R/MGWRSAR.R
In mgwrsar: GWR and MGWR with Spatial Autocorrelation

Documented in MGWRSAR

#' Estimation of linear and local linear model with spatial autocorrelation model (mgwrsar).
#'
#' MGWRSAR is is a wrapper function for estimating linear and local linear models
#' with spatial autocorrelation (SAR models with spatially varying coefficients).
#'
#' @usage MGWRSAR(formula,data,coords,fixed_vars=NULL,kernels,H,
#' Model='GWR',control=list())
#'
#' @param formula  a formula.
#' @param fixed_vars a vector with the names of spatiallay constant coefficient for
#' mixed model. All other variables present in formula are supposed to be spatially
#' varying. If empty or NULL (default), all variables in formula are supposed to be
#' spatially varying.
#' @param data a dataframe or a spatial dataframe (sp package).
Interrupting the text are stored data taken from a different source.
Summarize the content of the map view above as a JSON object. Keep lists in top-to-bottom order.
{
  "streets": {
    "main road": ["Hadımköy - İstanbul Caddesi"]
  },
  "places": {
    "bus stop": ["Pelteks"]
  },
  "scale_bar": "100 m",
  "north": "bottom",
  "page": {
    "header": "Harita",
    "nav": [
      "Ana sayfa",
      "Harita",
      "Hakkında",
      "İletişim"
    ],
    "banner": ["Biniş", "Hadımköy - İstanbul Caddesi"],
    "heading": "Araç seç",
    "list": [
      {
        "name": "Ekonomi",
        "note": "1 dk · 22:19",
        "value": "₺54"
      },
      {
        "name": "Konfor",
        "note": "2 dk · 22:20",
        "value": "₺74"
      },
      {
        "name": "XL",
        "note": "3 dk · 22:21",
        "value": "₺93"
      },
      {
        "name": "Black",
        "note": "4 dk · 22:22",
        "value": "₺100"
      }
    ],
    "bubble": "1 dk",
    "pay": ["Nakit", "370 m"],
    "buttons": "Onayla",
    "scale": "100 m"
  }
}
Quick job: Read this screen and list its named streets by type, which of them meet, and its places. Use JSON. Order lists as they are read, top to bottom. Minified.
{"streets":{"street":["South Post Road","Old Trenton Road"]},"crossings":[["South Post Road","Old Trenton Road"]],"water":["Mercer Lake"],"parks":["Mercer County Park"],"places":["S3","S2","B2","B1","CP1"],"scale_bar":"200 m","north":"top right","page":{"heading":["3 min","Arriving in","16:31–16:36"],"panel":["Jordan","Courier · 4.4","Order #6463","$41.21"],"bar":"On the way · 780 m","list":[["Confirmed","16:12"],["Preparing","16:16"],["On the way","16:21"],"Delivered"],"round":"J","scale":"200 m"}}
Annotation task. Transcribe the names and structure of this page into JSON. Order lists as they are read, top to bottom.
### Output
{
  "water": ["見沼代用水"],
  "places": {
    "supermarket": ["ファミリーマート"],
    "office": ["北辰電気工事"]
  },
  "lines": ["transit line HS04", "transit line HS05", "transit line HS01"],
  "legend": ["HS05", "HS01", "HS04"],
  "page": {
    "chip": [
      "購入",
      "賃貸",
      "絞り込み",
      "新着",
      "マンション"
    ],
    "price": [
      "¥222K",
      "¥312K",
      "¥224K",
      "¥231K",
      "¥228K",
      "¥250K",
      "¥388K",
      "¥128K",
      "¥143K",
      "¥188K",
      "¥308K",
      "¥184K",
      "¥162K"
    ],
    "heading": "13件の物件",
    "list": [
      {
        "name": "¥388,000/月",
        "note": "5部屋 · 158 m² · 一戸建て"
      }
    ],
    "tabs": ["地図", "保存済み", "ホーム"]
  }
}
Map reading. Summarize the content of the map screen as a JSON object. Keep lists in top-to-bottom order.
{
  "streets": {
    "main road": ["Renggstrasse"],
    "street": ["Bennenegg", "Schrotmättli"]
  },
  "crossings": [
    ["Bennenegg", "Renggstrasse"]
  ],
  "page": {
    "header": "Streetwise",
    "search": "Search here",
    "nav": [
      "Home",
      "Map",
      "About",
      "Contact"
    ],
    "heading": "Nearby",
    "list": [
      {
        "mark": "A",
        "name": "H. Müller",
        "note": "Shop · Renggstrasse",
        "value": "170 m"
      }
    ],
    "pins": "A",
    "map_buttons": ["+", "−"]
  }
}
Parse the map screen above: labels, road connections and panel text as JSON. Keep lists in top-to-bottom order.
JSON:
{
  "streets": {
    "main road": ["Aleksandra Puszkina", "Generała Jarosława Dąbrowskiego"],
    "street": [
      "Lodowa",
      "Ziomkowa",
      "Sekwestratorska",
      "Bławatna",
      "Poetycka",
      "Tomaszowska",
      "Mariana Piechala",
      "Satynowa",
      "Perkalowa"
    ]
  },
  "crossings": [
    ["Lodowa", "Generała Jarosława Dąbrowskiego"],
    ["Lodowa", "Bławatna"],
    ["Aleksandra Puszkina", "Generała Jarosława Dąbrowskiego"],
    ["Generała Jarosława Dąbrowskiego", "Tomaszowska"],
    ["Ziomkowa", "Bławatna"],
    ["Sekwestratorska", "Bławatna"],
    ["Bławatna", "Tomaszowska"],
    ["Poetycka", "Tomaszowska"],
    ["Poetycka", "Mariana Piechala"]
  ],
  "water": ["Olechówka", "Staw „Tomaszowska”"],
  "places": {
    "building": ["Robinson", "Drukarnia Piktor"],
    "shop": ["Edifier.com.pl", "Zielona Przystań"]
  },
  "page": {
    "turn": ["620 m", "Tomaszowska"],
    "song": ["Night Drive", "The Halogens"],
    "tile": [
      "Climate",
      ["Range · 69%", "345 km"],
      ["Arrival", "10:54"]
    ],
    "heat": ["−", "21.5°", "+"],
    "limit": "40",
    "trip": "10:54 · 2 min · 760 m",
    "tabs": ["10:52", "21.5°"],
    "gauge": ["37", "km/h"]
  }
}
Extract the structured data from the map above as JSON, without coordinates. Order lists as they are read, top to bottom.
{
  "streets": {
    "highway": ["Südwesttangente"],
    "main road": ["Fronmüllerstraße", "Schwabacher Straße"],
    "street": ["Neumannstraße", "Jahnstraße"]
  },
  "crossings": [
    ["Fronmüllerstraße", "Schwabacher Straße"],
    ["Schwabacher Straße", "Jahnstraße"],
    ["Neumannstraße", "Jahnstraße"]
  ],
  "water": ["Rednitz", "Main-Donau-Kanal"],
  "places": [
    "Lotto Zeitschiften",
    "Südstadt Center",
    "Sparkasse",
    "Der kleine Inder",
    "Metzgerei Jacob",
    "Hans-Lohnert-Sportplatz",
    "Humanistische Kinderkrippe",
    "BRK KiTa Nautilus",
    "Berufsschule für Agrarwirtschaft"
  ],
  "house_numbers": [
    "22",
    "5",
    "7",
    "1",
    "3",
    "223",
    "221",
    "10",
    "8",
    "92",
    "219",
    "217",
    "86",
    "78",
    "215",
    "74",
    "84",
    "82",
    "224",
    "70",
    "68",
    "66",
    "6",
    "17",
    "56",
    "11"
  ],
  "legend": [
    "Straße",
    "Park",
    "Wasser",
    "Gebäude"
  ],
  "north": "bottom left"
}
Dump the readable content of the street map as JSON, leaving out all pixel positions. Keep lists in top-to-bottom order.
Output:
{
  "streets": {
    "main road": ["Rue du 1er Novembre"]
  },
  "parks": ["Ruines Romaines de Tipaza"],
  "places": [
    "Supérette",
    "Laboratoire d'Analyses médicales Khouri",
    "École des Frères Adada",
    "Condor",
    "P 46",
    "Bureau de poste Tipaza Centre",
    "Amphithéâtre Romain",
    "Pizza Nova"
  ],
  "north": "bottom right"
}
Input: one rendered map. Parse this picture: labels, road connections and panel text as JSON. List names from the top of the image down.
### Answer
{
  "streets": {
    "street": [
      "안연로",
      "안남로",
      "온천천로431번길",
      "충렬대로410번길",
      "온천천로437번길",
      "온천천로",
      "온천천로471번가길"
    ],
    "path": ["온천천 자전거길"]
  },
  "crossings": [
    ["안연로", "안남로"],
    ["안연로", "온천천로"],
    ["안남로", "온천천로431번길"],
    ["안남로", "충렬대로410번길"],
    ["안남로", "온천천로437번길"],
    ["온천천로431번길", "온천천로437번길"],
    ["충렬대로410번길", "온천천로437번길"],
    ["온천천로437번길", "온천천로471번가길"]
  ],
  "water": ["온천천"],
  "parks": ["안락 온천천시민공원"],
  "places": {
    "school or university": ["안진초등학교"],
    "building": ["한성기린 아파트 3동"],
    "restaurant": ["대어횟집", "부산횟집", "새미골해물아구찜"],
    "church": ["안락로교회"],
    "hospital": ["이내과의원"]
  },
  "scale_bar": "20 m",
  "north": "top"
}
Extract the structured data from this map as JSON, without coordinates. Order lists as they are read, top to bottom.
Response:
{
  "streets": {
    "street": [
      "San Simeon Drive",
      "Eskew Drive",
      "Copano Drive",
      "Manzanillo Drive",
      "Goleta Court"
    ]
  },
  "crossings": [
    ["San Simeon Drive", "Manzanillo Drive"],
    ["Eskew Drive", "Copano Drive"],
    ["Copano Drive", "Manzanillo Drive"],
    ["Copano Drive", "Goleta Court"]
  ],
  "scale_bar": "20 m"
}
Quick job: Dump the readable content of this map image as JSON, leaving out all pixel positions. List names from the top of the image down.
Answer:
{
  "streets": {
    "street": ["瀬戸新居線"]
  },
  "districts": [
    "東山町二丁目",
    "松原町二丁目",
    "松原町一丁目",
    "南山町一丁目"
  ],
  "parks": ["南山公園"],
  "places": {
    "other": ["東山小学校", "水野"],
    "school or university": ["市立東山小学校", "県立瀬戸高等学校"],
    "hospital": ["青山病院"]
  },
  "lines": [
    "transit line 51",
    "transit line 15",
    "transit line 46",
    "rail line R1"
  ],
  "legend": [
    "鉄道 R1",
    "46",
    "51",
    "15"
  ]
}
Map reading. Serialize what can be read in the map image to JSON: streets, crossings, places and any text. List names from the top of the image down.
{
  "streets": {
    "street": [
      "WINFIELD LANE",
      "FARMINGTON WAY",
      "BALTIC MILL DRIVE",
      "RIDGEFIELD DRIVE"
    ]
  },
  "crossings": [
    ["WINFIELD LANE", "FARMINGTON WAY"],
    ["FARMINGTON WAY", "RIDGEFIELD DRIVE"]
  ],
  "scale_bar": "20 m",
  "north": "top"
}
#' @param coords default NULL, a dataframe or a matrix with coordinates, not
#' required if data is a spatial dataframe.
#' @param Model character containing the type of model: Possible values are "OLS",
#' "SAR", "GWR" (default), "MGWR" , "MGWRSAR_0_0_kv","MGWRSAR_1_0_kv",
#' "MGWRSAR_0_kc_kv", "MGWRSAR_1_kc_kv", "MGWRSAR_1_kc_0". See Details for more
#' explanation.
#' @param kernels A vector containing the kernel types. Possible types:
#' rectangle ("rectangle"), bisquare ("bisq"), tricube ("tcub"), epanechnikov ("epane"), gaussian
#' ("gauss")) .
#' @param H vector containing the bandwidth parameters for the kernel functions.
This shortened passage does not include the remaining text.